Arthur S. Obermayer (July 17, 1931 – January 10, 2016) was an American chemist, entrepreneur and philanthropist. He was the founder and president of the Moleculon Research Corporation. He was a co-founder of Partners for Progressive Israel and the Obermayer German Jewish History Awards.

Early life
Arthur S. Obermayer was born in Philadelphia. His "four grandparents were all German." His family came from Creglingen.

Obermayer graduated from Swarthmore College. He received a PhD in chemistry from the Massachusetts Institute of Technology (MIT).

Business career
Obermayer was an entrepreneur. He was the founder and president of the Moleculon Research Corporation, "a chemical, polymer and pharmaceutical research and development company." He was a co-founder of Zero Stage Capital. Meanwhile, he took Moleculon, Inc. public in 1981 and sold it to an Australian corporation in 1984.

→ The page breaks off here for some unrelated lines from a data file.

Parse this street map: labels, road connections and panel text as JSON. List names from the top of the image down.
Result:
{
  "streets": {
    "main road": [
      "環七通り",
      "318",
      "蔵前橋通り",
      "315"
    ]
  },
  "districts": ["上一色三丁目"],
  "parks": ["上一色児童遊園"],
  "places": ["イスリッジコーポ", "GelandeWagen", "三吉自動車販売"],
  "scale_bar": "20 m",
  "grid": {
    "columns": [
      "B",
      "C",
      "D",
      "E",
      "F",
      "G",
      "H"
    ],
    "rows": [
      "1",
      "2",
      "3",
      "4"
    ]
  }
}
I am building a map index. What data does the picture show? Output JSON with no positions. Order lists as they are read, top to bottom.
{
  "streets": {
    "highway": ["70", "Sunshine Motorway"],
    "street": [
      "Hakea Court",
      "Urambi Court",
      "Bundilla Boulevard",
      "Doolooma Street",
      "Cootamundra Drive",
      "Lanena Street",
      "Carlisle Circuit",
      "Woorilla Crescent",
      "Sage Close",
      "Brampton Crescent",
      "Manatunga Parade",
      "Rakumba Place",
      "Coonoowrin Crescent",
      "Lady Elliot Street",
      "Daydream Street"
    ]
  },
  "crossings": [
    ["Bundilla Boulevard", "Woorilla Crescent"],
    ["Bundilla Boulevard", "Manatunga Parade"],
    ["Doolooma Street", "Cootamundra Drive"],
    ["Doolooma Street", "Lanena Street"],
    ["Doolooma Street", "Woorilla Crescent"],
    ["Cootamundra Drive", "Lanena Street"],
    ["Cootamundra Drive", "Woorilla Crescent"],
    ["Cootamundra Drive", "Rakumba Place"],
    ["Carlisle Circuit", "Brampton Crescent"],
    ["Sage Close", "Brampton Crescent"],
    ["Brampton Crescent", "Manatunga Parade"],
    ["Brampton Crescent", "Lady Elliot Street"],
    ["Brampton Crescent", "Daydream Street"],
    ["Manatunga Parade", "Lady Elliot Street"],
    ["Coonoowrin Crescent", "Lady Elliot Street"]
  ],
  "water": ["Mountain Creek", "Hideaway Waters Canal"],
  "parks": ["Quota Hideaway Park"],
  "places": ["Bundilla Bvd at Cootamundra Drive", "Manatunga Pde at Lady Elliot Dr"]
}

Obermayer promoted government programs to help small business.  In 1976, a bill authorizing the establishment of the SBIR program was passed by Congress. Arthur Obermayer had worked with Senator Kennedy since 1970, testifying often before Congress, urging passage of R&D funding for small business. The Small Business Innovative Research (SBIR) program  was reauthorized in 1982 and that year, Obermayer's Company, Moleculon, received a SBIR grant for $25,000 from National Science Foundation (NSF). Arthur and Judith Obermayer promoted the Bayh-Dole Patent Act, which gives title for inventions that result from government-funded research to small businesses instead of their becoming the property of the government. This legislation encouraged more small businesses to apply for SBIR grants.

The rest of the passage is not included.